Light and Darkness - The Prophecy 1996


No matter what we did trying to combine real video footage with computer graphics it was always an uneasy proposition for me. One was always compromised over the other. That’s why when I got a chance to design and direct a story in a very advanced high rez digital graphic world, I jumped at it. That project became “Light and Darkness” starring academy award nominee James Wood.


The visual environments were created by an outstanding sci-fi artist named Gil Bruvel. He created the fantasy architecture that we assembled into a village of the dammed where all the action took place. The one exception was Angel played by real life actress Lolita Davidovich. Using real actors to generate digital characters movements through sensor rigs was in its infancy in 1996. Now with Avatar type films this mo-cap process has come of age, but at the time we were experimenting with Angel/Lolita with some decent results.


There was also lots of talk in 1996 about the turn of the century.
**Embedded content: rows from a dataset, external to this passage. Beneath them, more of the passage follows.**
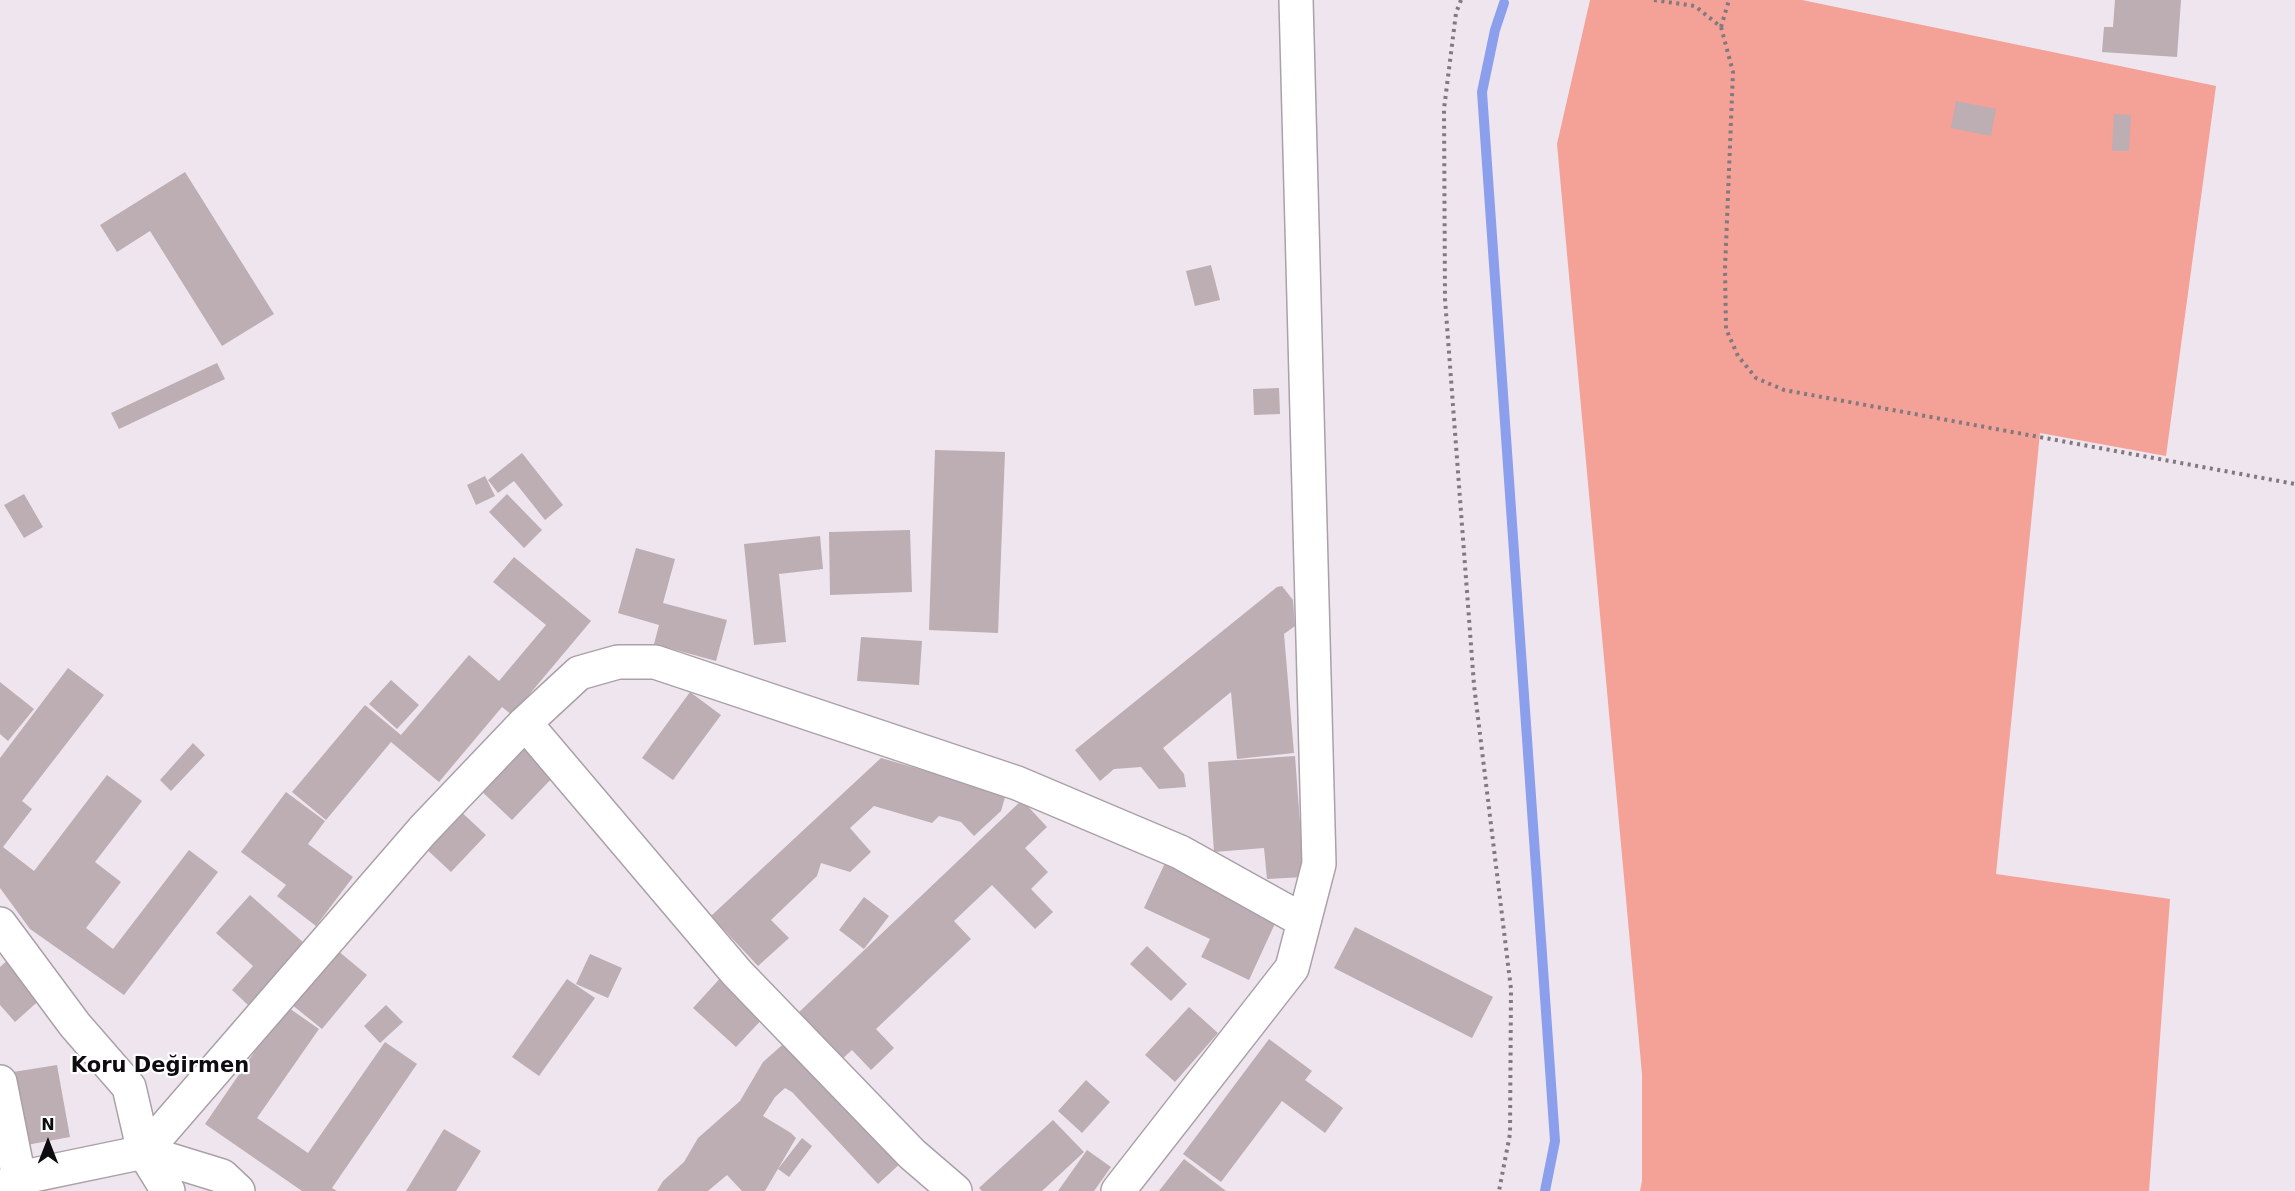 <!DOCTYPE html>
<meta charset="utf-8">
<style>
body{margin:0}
#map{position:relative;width:2295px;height:1191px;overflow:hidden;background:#efe5ee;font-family:"DejaVu Sans",sans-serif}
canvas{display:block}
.north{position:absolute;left:18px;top:1113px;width:60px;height:60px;-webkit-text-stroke:4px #fff;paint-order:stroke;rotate:0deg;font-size:16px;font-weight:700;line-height:24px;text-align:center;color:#0f0c0f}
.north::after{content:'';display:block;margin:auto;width:21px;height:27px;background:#0f0c0f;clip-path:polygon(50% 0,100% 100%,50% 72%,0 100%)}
</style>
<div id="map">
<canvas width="2295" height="1191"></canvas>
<div class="north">N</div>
</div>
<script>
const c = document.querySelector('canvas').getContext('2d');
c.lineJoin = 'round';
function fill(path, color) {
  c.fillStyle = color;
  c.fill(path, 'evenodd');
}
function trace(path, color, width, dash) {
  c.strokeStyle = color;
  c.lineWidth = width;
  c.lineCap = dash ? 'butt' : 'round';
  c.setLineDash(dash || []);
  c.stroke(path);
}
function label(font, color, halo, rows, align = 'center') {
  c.font = font + ' "DejaVu Sans",sans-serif';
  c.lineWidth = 4.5;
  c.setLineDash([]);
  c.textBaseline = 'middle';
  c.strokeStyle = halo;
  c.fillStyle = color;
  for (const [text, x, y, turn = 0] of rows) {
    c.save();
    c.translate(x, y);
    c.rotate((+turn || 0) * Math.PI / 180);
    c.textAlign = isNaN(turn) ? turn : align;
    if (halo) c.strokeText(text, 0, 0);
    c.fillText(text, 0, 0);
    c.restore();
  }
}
fill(new Path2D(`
 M1590,0H1802L2216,86L2166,456L2040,433L1996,874L2170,899L2149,1191H1640L1642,1181V1074L1557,144Z`), '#f4a197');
trace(new Path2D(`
 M1504,3L1495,30L1482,92L1555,1141L1545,1191`), '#8b9fed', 10);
fill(new Path2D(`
 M2115,0H2181L2177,57L2102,52L2104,27H2113Z
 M1956,101L1996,109L1991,136L1951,128Z
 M2114,114L2131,115L2129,151H2112Z
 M185,172L274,314L222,346L150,231L117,252L100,225Z
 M1211,265L1220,300L1195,306L1186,271Z
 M217,363L225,379L119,429L111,413Z
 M1279,388L1280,414L1254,415L1253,389Z
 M935,450L1005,452L998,633L929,630Z
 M522,453L563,505L545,520L514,481L498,493L488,480Z
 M485,476L495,496L476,505L467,485Z
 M24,494L43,527L24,538L4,505Z
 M507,494L542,530L524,548L489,512Z
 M910,530L912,592L830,595L829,532Z
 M820,536L823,569L779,574L786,642L754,645L744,544Z
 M636,548L675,559L663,603L727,620L716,661L654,644L659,625L618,613Z
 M514,557L591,621L512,715L502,707L439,782L391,742L326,820L292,792L365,705L401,735L469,655L499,681L546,625L493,582Z
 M1282,586L1293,600L1295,626L1284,634L1294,753L1237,759L1231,692L1163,748L1184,774L1186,787L1159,789L1141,767L1114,769L1100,781L1075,750L1277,587Z
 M861,637L922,641L919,685L857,681Z
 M68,668L104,695L22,801L32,809L3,847L34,871L107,775L142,801L95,862L121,882L86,928L113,949L189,850L218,872L124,995L30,929L0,888V758Z
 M391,680L419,705L397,729L369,704Z
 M0,682L34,709L8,741L0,734Z
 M690,692L721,715L673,780L642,758Z
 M520,742L555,775L512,820L477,787Z
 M193,743L205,755L171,791L160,780Z
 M1295,756L1304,877L1267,879L1264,848L1214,852L1208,762Z
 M881,758L1006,794L1001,811L974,836L961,822L939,816L932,823L874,806L850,828L871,852L850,872L821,863L817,876L771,920L789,938L758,966L711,916Z
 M286,792L325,821L308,844L353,877L316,926L277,896L286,885L241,852Z
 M1022,800L1047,827L1025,848L1048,872L1031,889L1053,912L1035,929L992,885L954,921L971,939L876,1029L894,1048L871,1070L852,1050L840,1061L796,1015Z
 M457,808L486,835L451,872L422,845Z
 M1165,863L1278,917L1249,980L1201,957L1210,939L1144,908Z
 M250,895L304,943L248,1005L232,990L253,966L216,933Z
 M864,897L889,916L864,949L839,930Z
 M1355,927L1493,997L1472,1038L1334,968Z
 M1147,946L1187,984L1171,1001L1130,964Z
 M337,950L367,975L322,1029L291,1004Z
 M590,954L622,968L608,998L576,984Z
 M10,958L43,997L15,1022L0,1005V967Z
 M724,974L767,1014L736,1047L693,1008Z
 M567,979L595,998L539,1076L512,1057Z
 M386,1005L403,1022L380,1043L364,1026Z
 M286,1006L319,1029L257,1118L308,1153L385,1042L417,1064L332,1188L337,1191H302L205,1124Z
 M1189,1007L1218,1033L1175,1082L1145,1055Z
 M789,1039L902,1162L878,1184L792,1092L785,1088L775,1097L763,1116L791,1133L796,1138L765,1191H742L727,1175L708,1191H657L663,1181L684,1162L698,1138L740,1101L763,1062Z
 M1269,1039L1312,1071L1305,1080L1343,1108L1325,1133L1282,1101L1221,1182L1183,1154Z
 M57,1065L70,1137L21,1146L7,1073Z
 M1086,1080L1110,1102L1082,1133L1058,1111Z
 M1053,1120L1084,1152L1042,1191H982L979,1188Z
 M444,1129L481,1151L456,1191H406Z
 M802,1138L812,1146L789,1177L778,1169Z
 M1087,1150L1111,1167L1094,1191H1058Z
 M1184,1159L1226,1191H1159Z`), '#bcaeb2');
const minor = new Path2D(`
 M525,723L737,973L912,1154L955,1191
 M0,924L75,1025L129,1087L144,1152L168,1191
 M0,1082L19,1178
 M144,1152L222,1176L238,1191
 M0,1189L19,1178L144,1152L423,830L525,723L579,673L618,662H655L1017,783L1180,852L1304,921
 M1118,1191L1292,968L1319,864L1296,0`);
trace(minor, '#aaa0a8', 36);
trace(new Path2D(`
 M1461,0L1456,13L1444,109L1445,299L1474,685L1511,989L1510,1134L1499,1191
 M1654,0L1695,6L1721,27L1733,72L1725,269L1726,329L1738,356L1756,378L1784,390L2295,484
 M1721,27L1729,0`), '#80797f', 4, [3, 4.5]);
trace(minor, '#fff', 33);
label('bold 21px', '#0f0c0f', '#fff', [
 ["Koru Değirmen",160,1067]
]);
</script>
There were lots of “doomsday” theories being thrown around of what might happen. Ken Melville and I constructed a story out of some of those memes with the seven deadly sins as the frame and using real historical villains to model the bad guys. Ken then wrote the script and I directed. James Wood voiced the dark lord and was hysterical to work with and play against in the game.


L&D marked the end of a chapter for me in terms of computer games and interactive movies. In 1995 the Internet had shown up and I found my curiosity wandering again to what was possible on the world wide net with millions of people connected. We did some download experiments in L&D where objects came from the Internet, but what was to come was going to change everything again and me with it. To the left is the trailer for L&D and a game play sequence, featuring some of the mysterious Angel sequences in the village and the click and travel interface.